COLLECTED MATERIAL:
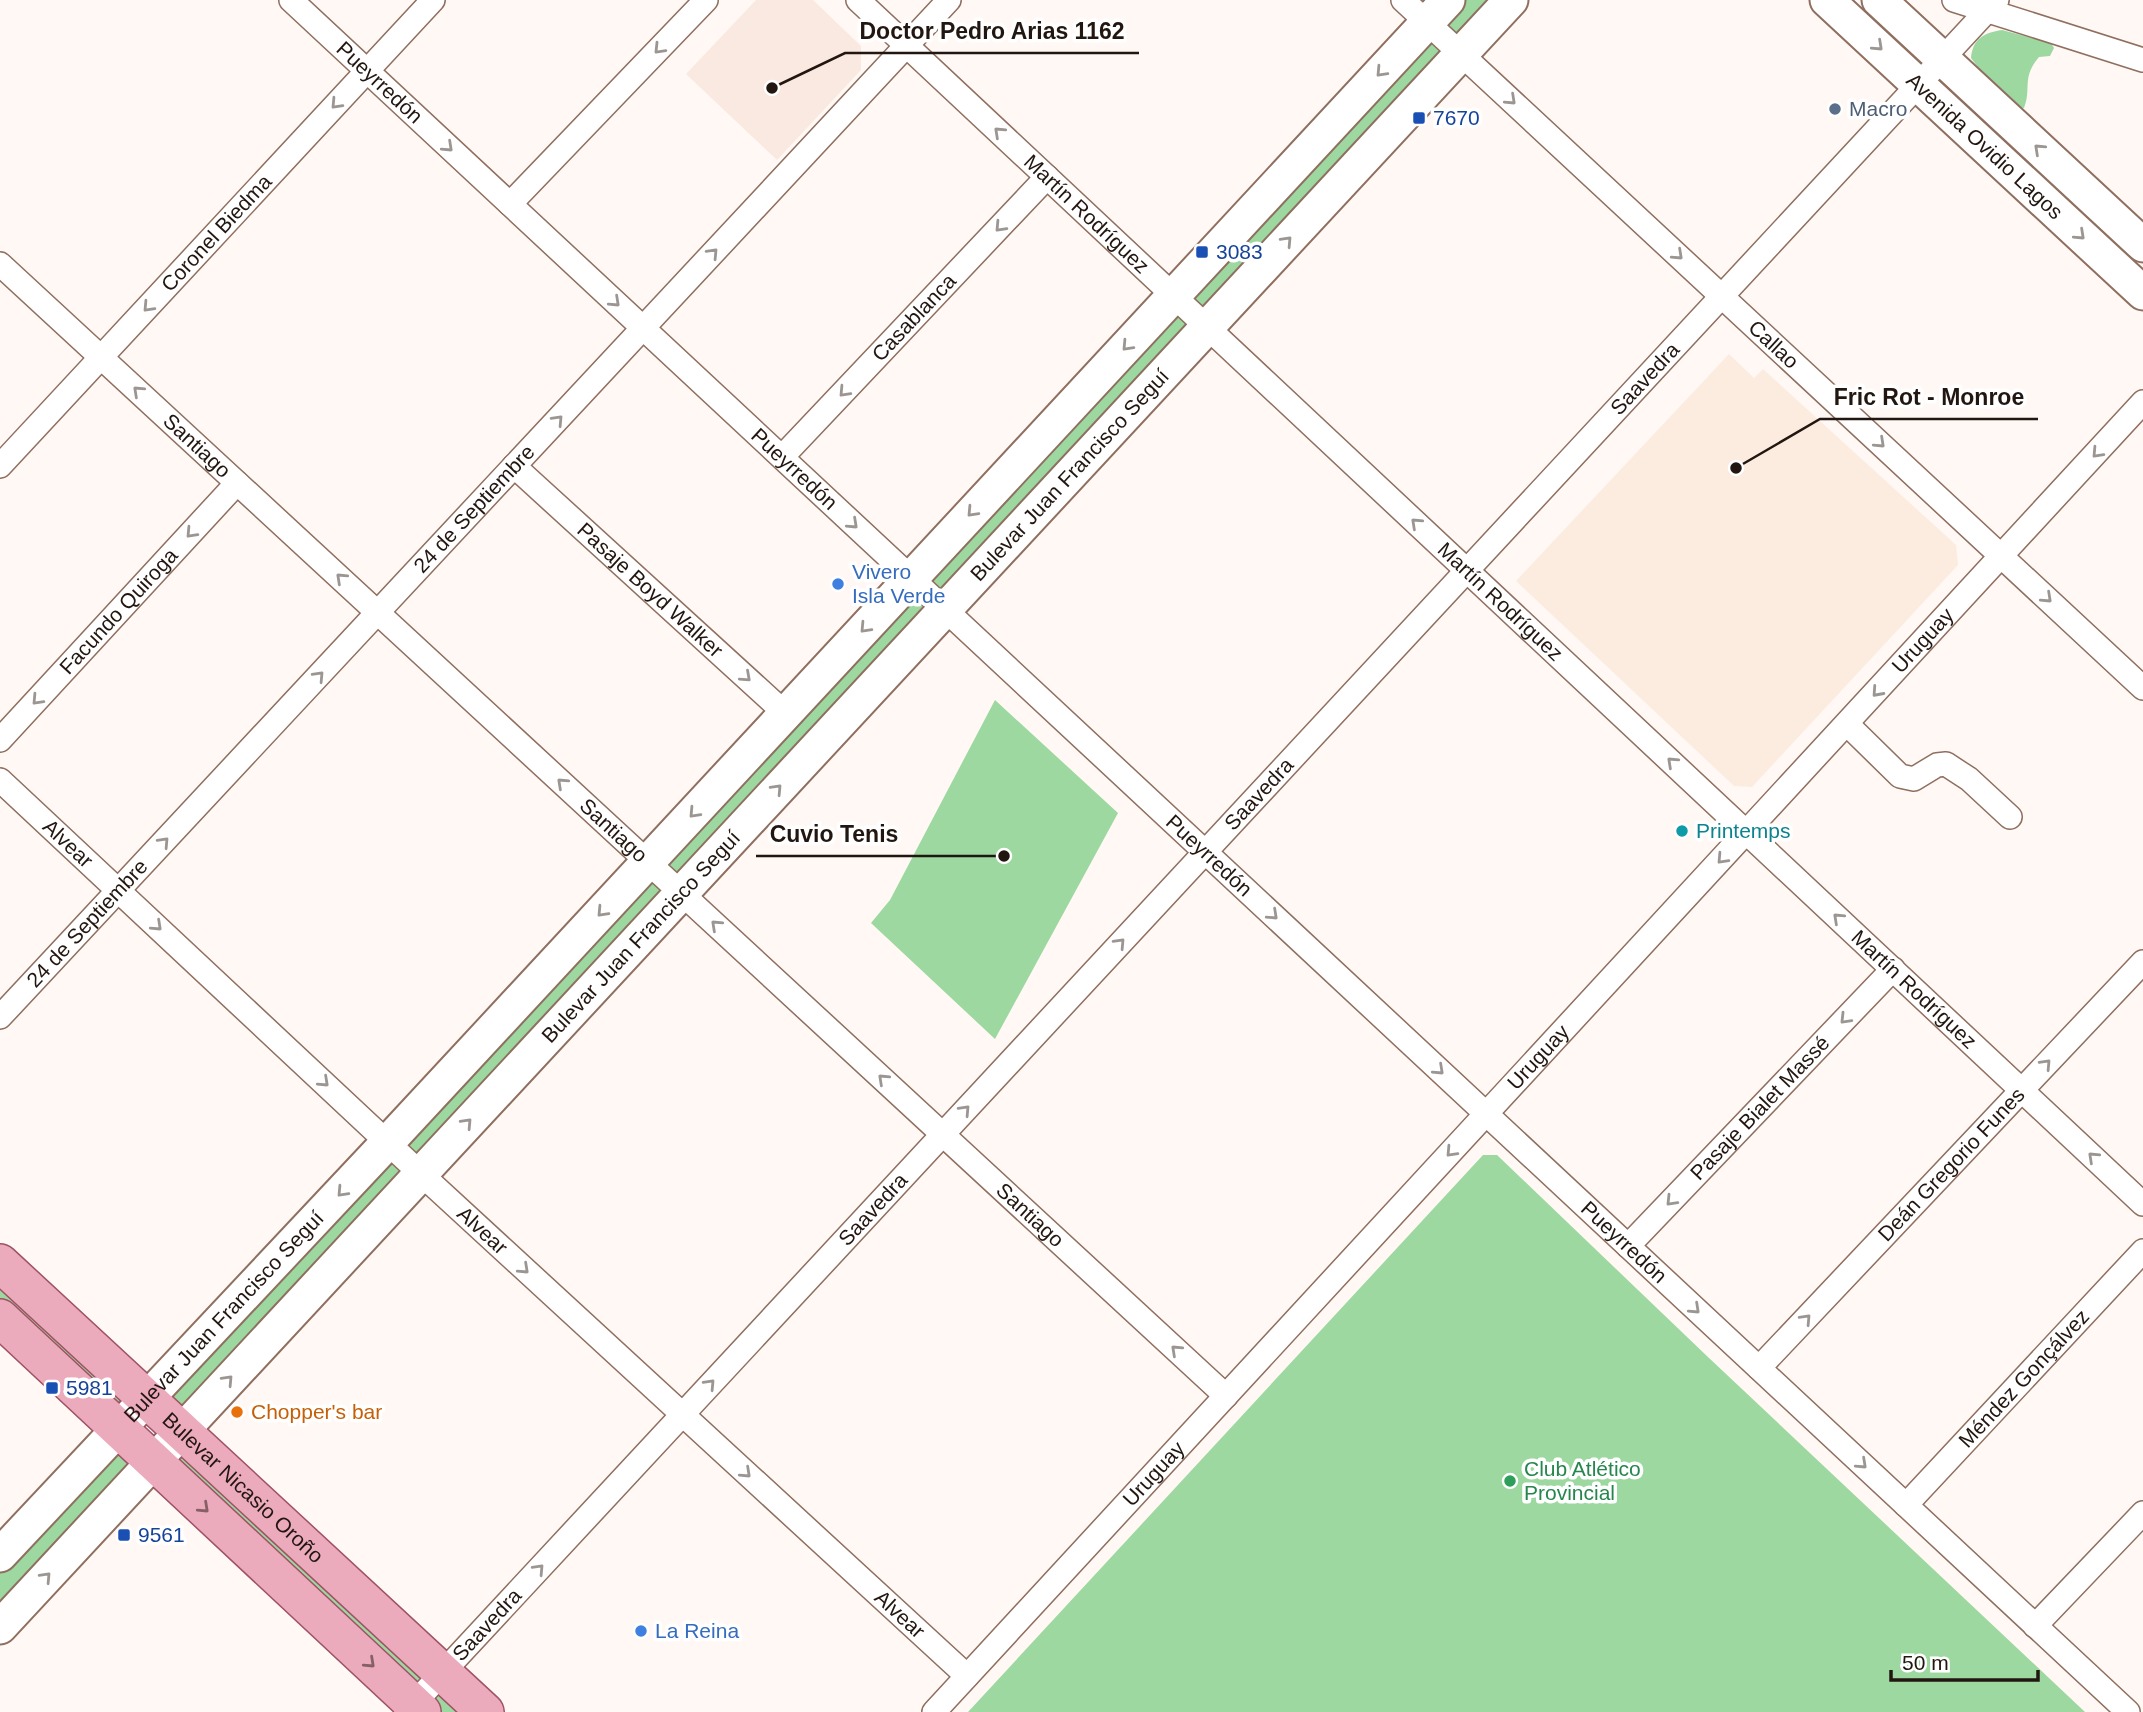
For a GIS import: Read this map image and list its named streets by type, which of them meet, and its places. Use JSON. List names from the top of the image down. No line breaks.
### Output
{"streets":{"main road":["Avenida Ovidio Lagos","Bulevar Juan Francisco Seguí","Bulevar Nicasio Oroño"],"street":["Pueyrredón","Martín Rodríguez","Coronel Biedma","Casablanca","Callao","Saavedra","Santiago","24 de Septiembre","Pasaje Boyd Walker","Facundo Quiroga","Uruguay","Alvear","Pasaje Bialet Massé","Deán Gregorio Funes","Méndez Gonçálvez"]},"crossings":[["Pueyrredón","Coronel Biedma"],["Pueyrredón","Casablanca"],["Pueyrredón","Saavedra"],["Pueyrredón","Bulevar Juan Francisco Seguí"],["Pueyrredón","24 de Septiembre"],["Pueyrredón","Uruguay"],["Pueyrredón","Pasaje Bialet Massé"],["Pueyrredón","Deán Gregorio Funes"],["Pueyrredón","Méndez Gonçálvez"],["Avenida Ovidio Lagos","Saavedra"],["Martín Rodríguez","Casablanca"],["Martín Rodríguez","Saavedra"],["Martín Rodríguez","Bulevar Juan Francisco Seguí"],["Martín Rodríguez","24 de Septiembre"],["Martín Rodríguez","Uruguay"],["Martín Rodríguez","Pasaje Bialet Massé"],["Martín Rodríguez","Deán Gregorio Funes"],["Coronel Biedma","Santiago"],["Callao","Saavedra"],["Callao","Bulevar Juan Francisco Seguí"],["Callao","Uruguay"],["Saavedra","Santiago"],["Saavedra","Alvear"],["Saavedra","Bulevar Nicasio Oroño"],["Santiago","Bulevar Juan Francisco Seguí"],["Santiago","24 de Septiembre"],["Santiago","Facundo Quiroga"],["Santiago","Uruguay"],["Bulevar Juan Francisco Seguí","Pasaje Boyd Walker"],["Bulevar Juan Francisco Seguí","Alvear"],["Bulevar Juan Francisco Seguí","Bulevar Nicasio Oroño"],["24 de Septiembre","Pasaje Boyd Walker"],["24 de Septiembre","Alvear"],["Uruguay","Alvear"]],"one_way":["Pueyrredón","Martín Rodríguez","Coronel Biedma","Casablanca","Callao","Saavedra","Santiago","24 de Septiembre","Pasaje Boyd Walker","Facundo Quiroga","Uruguay","Alvear","Pasaje Bialet Massé","Deán Gregorio Funes"],"places":{"other":["Doctor Pedro Arias 1162","Macro","Fric Rot - Monroe","Vivero Isla Verde","Printemps","Cuvio Tenis","Chopper's bar","Club Atlético Provincial","La Reina"],"transit":["7670","3083","5981","9561"]},"scale_bar":"50 m"}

AIM OF THE EXERCISE: Print the material above once more, exactly, minus the pictures.

SOLUTION FOR THIS TASK:
For a GIS import: Read this map image and list its named streets by type, which of them meet, and its places. Use JSON. List names from the top of the image down. No line breaks.
### Output
{"streets":{"main road":["Avenida Ovidio Lagos","Bulevar Juan Francisco Seguí","Bulevar Nicasio Oroño"],"street":["Pueyrredón","Martín Rodríguez","Coronel Biedma","Casablanca","Callao","Saavedra","Santiago","24 de Septiembre","Pasaje Boyd Walker","Facundo Quiroga","Uruguay","Alvear","Pasaje Bialet Massé","Deán Gregorio Funes","Méndez Gonçálvez"]},"crossings":[["Pueyrredón","Coronel Biedma"],["Pueyrredón","Casablanca"],["Pueyrredón","Saavedra"],["Pueyrredón","Bulevar Juan Francisco Seguí"],["Pueyrredón","24 de Septiembre"],["Pueyrredón","Uruguay"],["Pueyrredón","Pasaje Bialet Massé"],["Pueyrredón","Deán Gregorio Funes"],["Pueyrredón","Méndez Gonçálvez"],["Avenida Ovidio Lagos","Saavedra"],["Martín Rodríguez","Casablanca"],["Martín Rodríguez","Saavedra"],["Martín Rodríguez","Bulevar Juan Francisco Seguí"],["Martín Rodríguez","24 de Septiembre"],["Martín Rodríguez","Uruguay"],["Martín Rodríguez","Pasaje Bialet Massé"],["Martín Rodríguez","Deán Gregorio Funes"],["Coronel Biedma","Santiago"],["Callao","Saavedra"],["Callao","Bulevar Juan Francisco Seguí"],["Callao","Uruguay"],["Saavedra","Santiago"],["Saavedra","Alvear"],["Saavedra","Bulevar Nicasio Oroño"],["Santiago","Bulevar Juan Francisco Seguí"],["Santiago","24 de Septiembre"],["Santiago","Facundo Quiroga"],["Santiago","Uruguay"],["Bulevar Juan Francisco Seguí","Pasaje Boyd Walker"],["Bulevar Juan Francisco Seguí","Alvear"],["Bulevar Juan Francisco Seguí","Bulevar Nicasio Oroño"],["24 de Septiembre","Pasaje Boyd Walker"],["24 de Septiembre","Alvear"],["Uruguay","Alvear"]],"one_way":["Pueyrredón","Martín Rodríguez","Coronel Biedma","Casablanca","Callao","Saavedra","Santiago","24 de Septiembre","Pasaje Boyd Walker","Facundo Quiroga","Uruguay","Alvear","Pasaje Bialet Massé","Deán Gregorio Funes"],"places":{"other":["Doctor Pedro Arias 1162","Macro","Fric Rot - Monroe","Vivero Isla Verde","Printemps","Cuvio Tenis","Chopper's bar","Club Atlético Provincial","La Reina"],"transit":["7670","3083","5981","9561"]},"scale_bar":"50 m"}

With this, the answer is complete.